▶ **Exercise description**
Write down exactly the lines of the records below, beginning with the first and ending with the line that includes "function strokePath(path, color, width, dash)".

Saved entries:
____________

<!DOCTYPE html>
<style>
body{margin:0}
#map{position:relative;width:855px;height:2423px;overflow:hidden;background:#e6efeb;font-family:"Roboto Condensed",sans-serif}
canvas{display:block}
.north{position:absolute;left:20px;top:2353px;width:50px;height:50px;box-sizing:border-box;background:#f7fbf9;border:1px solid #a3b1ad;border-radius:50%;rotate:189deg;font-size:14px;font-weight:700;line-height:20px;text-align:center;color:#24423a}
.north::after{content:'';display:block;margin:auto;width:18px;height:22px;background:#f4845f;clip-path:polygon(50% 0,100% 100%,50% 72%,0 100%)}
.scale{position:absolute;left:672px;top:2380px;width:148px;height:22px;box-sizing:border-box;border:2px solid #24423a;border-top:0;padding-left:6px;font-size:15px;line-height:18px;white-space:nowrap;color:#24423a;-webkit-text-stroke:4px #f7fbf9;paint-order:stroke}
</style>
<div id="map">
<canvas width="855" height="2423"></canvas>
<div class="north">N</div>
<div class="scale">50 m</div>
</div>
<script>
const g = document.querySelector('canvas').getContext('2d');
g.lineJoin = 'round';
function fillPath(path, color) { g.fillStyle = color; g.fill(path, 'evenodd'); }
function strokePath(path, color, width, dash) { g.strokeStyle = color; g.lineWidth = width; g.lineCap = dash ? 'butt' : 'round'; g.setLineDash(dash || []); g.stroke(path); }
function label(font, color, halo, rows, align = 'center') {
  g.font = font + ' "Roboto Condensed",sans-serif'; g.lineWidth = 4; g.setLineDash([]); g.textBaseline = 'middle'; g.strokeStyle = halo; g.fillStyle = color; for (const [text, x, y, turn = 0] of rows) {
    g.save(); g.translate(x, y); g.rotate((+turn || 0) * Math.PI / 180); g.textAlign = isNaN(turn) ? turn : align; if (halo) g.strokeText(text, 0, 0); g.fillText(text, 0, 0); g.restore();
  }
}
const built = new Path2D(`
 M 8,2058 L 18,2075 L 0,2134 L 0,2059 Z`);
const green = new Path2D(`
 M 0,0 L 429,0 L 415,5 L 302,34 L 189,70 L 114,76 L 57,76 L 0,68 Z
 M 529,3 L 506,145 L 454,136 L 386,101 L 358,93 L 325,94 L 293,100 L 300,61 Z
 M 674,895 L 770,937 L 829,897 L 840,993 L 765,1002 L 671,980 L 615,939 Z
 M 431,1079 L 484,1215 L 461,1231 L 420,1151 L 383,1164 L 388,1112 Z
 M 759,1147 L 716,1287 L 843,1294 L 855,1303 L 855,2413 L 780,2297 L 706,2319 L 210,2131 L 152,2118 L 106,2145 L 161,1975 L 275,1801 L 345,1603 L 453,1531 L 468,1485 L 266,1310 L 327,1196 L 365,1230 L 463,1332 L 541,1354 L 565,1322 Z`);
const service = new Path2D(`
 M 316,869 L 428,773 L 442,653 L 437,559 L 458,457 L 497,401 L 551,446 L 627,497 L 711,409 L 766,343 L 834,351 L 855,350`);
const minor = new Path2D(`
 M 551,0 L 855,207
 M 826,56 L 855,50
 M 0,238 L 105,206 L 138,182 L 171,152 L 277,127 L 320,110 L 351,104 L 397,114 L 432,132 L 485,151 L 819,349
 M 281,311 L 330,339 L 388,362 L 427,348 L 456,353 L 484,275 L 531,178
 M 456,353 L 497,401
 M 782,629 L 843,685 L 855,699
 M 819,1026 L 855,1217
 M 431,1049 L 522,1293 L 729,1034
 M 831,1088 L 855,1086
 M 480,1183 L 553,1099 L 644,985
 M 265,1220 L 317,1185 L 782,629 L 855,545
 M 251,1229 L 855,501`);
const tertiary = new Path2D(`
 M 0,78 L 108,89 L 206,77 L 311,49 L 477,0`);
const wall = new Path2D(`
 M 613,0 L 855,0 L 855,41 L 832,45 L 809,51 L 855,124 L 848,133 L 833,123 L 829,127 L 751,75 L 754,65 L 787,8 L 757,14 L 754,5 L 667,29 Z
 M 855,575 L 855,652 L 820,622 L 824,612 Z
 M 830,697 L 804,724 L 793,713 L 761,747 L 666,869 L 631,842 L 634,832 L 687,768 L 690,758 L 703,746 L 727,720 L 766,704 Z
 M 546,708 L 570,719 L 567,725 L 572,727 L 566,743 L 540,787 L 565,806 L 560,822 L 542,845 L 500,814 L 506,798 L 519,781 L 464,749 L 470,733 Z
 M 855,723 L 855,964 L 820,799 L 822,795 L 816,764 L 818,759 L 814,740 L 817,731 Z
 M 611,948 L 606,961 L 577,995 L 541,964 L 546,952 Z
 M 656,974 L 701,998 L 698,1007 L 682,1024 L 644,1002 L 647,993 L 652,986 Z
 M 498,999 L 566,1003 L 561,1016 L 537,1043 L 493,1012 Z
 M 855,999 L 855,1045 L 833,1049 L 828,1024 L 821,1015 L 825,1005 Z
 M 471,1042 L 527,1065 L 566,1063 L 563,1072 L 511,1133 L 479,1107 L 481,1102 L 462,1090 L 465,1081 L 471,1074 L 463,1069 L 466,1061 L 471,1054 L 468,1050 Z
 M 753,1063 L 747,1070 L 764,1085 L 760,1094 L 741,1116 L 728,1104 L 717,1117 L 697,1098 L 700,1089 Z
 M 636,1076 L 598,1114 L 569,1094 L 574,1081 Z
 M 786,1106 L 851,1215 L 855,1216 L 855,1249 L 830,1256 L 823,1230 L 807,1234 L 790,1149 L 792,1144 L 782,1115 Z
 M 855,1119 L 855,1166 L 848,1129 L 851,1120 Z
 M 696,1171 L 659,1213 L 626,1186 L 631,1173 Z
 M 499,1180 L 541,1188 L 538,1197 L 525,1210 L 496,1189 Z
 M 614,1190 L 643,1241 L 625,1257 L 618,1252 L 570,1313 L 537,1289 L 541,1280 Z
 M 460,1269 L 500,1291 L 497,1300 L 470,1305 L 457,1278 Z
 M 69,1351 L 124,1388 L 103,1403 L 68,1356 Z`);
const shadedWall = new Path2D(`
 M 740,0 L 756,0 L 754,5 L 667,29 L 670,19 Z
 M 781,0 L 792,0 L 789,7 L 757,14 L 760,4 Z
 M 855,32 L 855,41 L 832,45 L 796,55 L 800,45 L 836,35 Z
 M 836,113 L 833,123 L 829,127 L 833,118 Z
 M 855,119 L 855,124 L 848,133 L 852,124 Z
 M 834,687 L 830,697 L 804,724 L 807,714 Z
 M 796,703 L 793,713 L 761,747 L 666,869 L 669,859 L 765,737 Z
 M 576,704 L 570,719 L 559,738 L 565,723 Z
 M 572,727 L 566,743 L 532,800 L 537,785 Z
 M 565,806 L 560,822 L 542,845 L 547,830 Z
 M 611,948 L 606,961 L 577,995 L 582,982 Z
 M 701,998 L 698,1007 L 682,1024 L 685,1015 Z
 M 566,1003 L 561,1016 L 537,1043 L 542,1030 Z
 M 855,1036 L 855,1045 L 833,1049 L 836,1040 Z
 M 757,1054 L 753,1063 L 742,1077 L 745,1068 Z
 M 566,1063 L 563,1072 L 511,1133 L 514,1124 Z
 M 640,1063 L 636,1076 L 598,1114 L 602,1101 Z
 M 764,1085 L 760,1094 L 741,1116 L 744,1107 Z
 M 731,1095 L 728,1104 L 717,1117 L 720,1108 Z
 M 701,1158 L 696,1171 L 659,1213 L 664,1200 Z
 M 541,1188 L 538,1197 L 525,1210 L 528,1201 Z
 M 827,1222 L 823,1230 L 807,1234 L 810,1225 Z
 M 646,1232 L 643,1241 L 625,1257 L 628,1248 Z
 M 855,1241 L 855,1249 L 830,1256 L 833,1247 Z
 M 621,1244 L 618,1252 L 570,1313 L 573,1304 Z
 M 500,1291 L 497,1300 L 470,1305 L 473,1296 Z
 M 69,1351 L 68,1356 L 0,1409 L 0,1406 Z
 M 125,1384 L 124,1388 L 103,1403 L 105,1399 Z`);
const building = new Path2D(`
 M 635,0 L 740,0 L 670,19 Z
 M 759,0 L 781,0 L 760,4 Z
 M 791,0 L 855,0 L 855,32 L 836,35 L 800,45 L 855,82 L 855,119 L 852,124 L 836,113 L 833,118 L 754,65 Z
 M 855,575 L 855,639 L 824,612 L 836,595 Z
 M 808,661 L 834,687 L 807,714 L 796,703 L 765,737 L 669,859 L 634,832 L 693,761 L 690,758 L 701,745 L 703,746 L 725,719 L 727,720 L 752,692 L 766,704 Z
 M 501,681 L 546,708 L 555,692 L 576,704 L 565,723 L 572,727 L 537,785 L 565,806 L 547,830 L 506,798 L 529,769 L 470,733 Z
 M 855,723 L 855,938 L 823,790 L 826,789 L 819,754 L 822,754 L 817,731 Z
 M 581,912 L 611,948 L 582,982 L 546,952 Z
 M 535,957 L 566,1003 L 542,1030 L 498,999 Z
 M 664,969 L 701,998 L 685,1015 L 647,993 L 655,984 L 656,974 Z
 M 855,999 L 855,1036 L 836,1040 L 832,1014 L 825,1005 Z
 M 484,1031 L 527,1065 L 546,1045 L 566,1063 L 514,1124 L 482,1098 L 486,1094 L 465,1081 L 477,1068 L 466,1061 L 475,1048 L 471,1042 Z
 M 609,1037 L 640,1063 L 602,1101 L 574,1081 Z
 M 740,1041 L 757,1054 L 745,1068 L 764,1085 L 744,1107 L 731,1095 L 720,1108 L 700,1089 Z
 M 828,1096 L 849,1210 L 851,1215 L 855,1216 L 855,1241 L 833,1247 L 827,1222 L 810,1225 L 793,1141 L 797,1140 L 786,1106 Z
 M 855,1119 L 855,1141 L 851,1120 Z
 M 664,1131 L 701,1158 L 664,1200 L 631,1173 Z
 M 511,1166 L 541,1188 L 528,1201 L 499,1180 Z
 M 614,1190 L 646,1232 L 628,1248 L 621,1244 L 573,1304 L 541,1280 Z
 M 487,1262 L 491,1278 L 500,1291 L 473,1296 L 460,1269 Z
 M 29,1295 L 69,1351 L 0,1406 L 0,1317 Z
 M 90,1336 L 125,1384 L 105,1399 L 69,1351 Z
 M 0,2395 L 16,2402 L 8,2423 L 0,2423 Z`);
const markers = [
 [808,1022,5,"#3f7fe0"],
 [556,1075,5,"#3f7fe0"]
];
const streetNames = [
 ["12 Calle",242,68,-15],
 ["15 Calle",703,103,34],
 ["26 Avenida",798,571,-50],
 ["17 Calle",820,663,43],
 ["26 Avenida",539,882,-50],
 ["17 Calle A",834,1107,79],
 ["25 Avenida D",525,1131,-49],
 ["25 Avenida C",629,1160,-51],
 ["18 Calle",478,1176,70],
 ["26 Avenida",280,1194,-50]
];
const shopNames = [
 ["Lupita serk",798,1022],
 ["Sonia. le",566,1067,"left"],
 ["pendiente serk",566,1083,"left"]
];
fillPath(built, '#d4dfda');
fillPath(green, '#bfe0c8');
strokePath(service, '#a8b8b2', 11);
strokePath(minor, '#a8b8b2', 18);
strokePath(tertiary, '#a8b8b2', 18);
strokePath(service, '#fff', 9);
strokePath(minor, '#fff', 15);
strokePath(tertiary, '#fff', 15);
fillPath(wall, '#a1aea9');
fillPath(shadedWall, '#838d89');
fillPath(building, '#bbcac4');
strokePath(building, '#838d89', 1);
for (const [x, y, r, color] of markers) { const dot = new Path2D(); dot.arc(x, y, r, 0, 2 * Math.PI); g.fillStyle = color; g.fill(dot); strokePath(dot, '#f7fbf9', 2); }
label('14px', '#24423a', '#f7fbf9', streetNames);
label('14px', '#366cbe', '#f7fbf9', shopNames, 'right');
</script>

____________

▶ **Finished exercise**
<!DOCTYPE html>
<style>
body{margin:0}
#map{position:relative;width:855px;height:2423px;overflow:hidden;background:#e6efeb;font-family:"Roboto Condensed",sans-serif}
canvas{display:block}
.north{position:absolute;left:20px;top:2353px;width:50px;height:50px;box-sizing:border-box;background:#f7fbf9;border:1px solid #a3b1ad;border-radius:50%;rotate:189deg;font-size:14px;font-weight:700;line-height:20px;text-align:center;color:#24423a}
.north::after{content:'';display:block;margin:auto;width:18px;height:22px;background:#f4845f;clip-path:polygon(50% 0,100% 100%,50% 72%,0 100%)}
.scale{position:absolute;left:672px;top:2380px;width:148px;height:22px;box-sizing:border-box;border:2px solid #24423a;border-top:0;padding-left:6px;font-size:15px;line-height:18px;white-space:nowrap;color:#24423a;-webkit-text-stroke:4px #f7fbf9;paint-order:stroke}
</style>
<div id="map">
<canvas width="855" height="2423"></canvas>
<div class="north">N</div>
<div class="scale">50 m</div>
</div>
<script>
const g = document.querySelector('canvas').getContext('2d');
g.lineJoin = 'round';
function fillPath(path, color) { g.fillStyle = color; g.fill(path, 'evenodd'); }
function strokePath(path, color, width, dash) { g.strokeStyle = color; g.lineWidth = width; g.lineCap = dash ? 'butt' : 'round'; g.setLineDash(dash || []); g.stroke(path); }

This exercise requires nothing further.